Find and return every line of the data that contains the word "Marronniers".

>>>

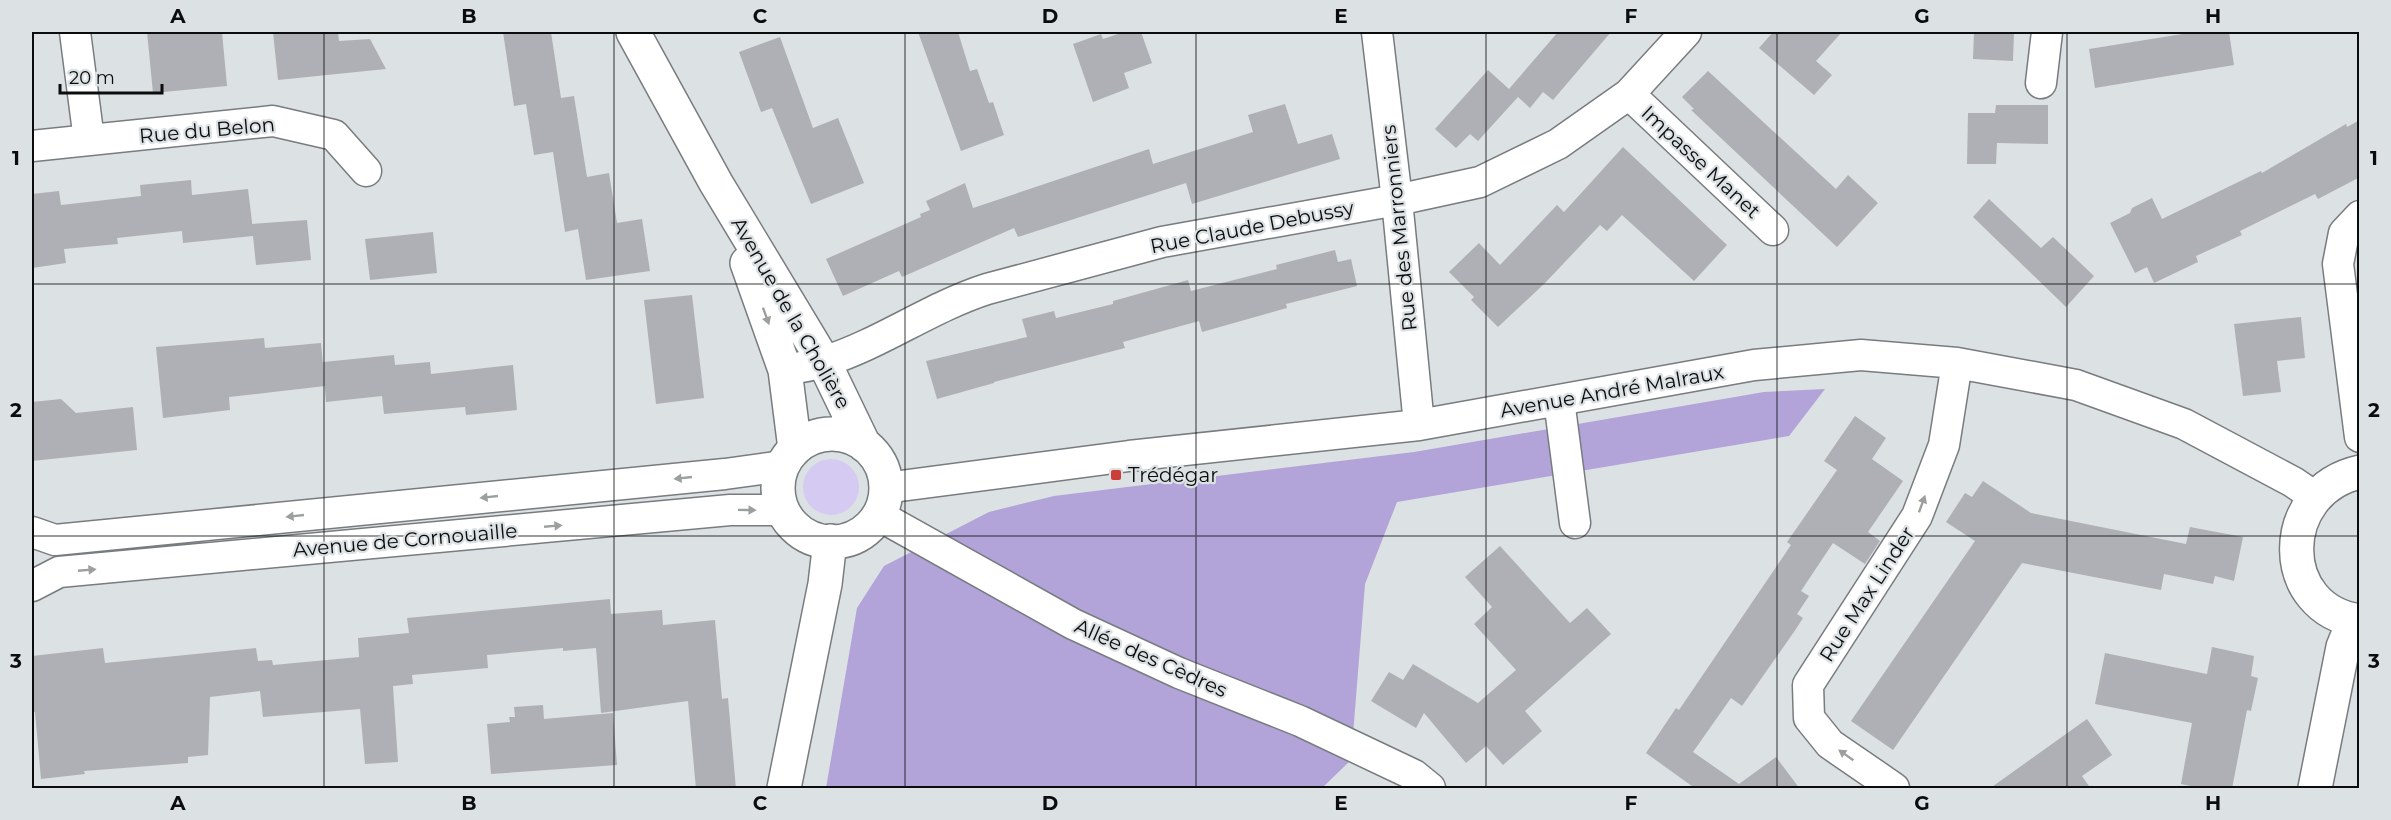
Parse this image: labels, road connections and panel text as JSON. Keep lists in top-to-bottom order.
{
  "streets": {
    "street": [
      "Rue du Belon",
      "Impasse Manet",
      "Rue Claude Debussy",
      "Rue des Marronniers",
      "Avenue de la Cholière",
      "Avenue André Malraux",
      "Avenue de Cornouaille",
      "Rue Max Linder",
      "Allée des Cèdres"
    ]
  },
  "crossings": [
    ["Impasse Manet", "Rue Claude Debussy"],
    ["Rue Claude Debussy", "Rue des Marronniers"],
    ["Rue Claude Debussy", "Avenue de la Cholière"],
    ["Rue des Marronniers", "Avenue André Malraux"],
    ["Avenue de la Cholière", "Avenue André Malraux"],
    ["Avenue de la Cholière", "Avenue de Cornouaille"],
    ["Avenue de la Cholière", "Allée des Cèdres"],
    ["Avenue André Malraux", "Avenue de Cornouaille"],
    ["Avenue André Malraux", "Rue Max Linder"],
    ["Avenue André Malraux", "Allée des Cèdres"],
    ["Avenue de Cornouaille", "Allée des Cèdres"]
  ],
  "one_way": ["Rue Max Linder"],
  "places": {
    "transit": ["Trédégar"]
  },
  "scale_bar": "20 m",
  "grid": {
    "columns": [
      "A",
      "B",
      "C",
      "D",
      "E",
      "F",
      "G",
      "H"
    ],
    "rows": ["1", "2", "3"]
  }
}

<<<

- **Task result**
      "Rue des Marronniers",
    ["Rue Claude Debussy", "Rue des Marronniers"],
    ["Rue des Marronniers", "Avenue André Malraux"],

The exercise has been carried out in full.